Instructions to follow: Exactly as they stand, set down the following records once more.

Data records:
+ + + + + + +

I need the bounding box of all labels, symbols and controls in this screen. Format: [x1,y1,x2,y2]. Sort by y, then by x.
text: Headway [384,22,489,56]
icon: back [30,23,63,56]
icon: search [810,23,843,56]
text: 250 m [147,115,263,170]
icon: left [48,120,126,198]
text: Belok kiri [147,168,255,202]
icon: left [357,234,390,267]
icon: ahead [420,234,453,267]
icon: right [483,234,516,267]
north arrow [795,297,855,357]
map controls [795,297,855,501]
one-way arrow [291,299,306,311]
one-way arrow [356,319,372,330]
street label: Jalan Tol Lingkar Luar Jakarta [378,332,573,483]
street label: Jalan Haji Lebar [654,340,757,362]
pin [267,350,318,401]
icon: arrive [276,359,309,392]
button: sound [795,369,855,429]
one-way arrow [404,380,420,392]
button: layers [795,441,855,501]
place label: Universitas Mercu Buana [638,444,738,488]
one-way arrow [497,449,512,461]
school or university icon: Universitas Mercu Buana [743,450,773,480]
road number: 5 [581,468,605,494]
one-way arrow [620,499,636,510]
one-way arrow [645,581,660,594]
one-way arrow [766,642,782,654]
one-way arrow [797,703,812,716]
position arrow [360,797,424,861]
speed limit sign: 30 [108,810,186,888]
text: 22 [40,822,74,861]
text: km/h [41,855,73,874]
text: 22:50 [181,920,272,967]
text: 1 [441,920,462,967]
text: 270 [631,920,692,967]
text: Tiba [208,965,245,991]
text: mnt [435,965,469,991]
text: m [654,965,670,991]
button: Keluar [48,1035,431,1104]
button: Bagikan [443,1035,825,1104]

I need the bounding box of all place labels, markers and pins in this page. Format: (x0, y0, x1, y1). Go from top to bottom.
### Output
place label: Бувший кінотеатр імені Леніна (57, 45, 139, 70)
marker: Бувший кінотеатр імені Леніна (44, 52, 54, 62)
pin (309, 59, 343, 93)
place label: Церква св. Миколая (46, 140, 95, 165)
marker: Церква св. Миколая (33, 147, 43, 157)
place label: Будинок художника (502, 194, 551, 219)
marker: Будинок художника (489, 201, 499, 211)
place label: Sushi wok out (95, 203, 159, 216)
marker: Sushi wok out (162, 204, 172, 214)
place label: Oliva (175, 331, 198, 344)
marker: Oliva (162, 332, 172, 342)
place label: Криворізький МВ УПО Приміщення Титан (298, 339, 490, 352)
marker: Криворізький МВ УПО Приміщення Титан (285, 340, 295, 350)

+ + + + + + +

Answer to this task:
I need the bounding box of all labels, symbols and controls in this screen. Format: [x1,y1,x2,y2]. Sort by y, then by x.
text: Headway [384,22,489,56]
icon: back [30,23,63,56]
icon: search [810,23,843,56]
text: 250 m [147,115,263,170]
icon: left [48,120,126,198]
text: Belok kiri [147,168,255,202]
icon: left [357,234,390,267]
icon: ahead [420,234,453,267]
icon: right [483,234,516,267]
north arrow [795,297,855,357]
map controls [795,297,855,501]
one-way arrow [291,299,306,311]
one-way arrow [356,319,372,330]
street label: Jalan Tol Lingkar Luar Jakarta [378,332,573,483]
street label: Jalan Haji Lebar [654,340,757,362]
pin [267,350,318,401]
icon: arrive [276,359,309,392]
button: sound [795,369,855,429]
one-way arrow [404,380,420,392]
button: layers [795,441,855,501]
place label: Universitas Mercu Buana [638,444,738,488]
one-way arrow [497,449,512,461]
school or university icon: Universitas Mercu Buana [743,450,773,480]
road number: 5 [581,468,605,494]
one-way arrow [620,499,636,510]
one-way arrow [645,581,660,594]
one-way arrow [766,642,782,654]
one-way arrow [797,703,812,716]
position arrow [360,797,424,861]
speed limit sign: 30 [108,810,186,888]
text: 22 [40,822,74,861]
text: km/h [41,855,73,874]
text: 22:50 [181,920,272,967]
text: 1 [441,920,462,967]
text: 270 [631,920,692,967]
text: Tiba [208,965,245,991]
text: mnt [435,965,469,991]
text: m [654,965,670,991]
button: Keluar [48,1035,431,1104]
button: Bagikan [443,1035,825,1104]

I need the bounding box of all place labels, markers and pins in this page. Format: (x0, y0, x1, y1). Go from top to bottom.
### Output
place label: Бувший кінотеатр імені Леніна (57, 45, 139, 70)
marker: Бувший кінотеатр імені Леніна (44, 52, 54, 62)
pin (309, 59, 343, 93)
place label: Церква св. Миколая (46, 140, 95, 165)
marker: Церква св. Миколая (33, 147, 43, 157)
place label: Будинок художника (502, 194, 551, 219)
marker: Будинок художника (489, 201, 499, 211)
place label: Sushi wok out (95, 203, 159, 216)
marker: Sushi wok out (162, 204, 172, 214)
place label: Oliva (175, 331, 198, 344)
marker: Oliva (162, 332, 172, 342)
place label: Криворізький МВ УПО Приміщення Титан (298, 339, 490, 352)
marker: Криворізький МВ УПО Приміщення Титан (285, 340, 295, 350)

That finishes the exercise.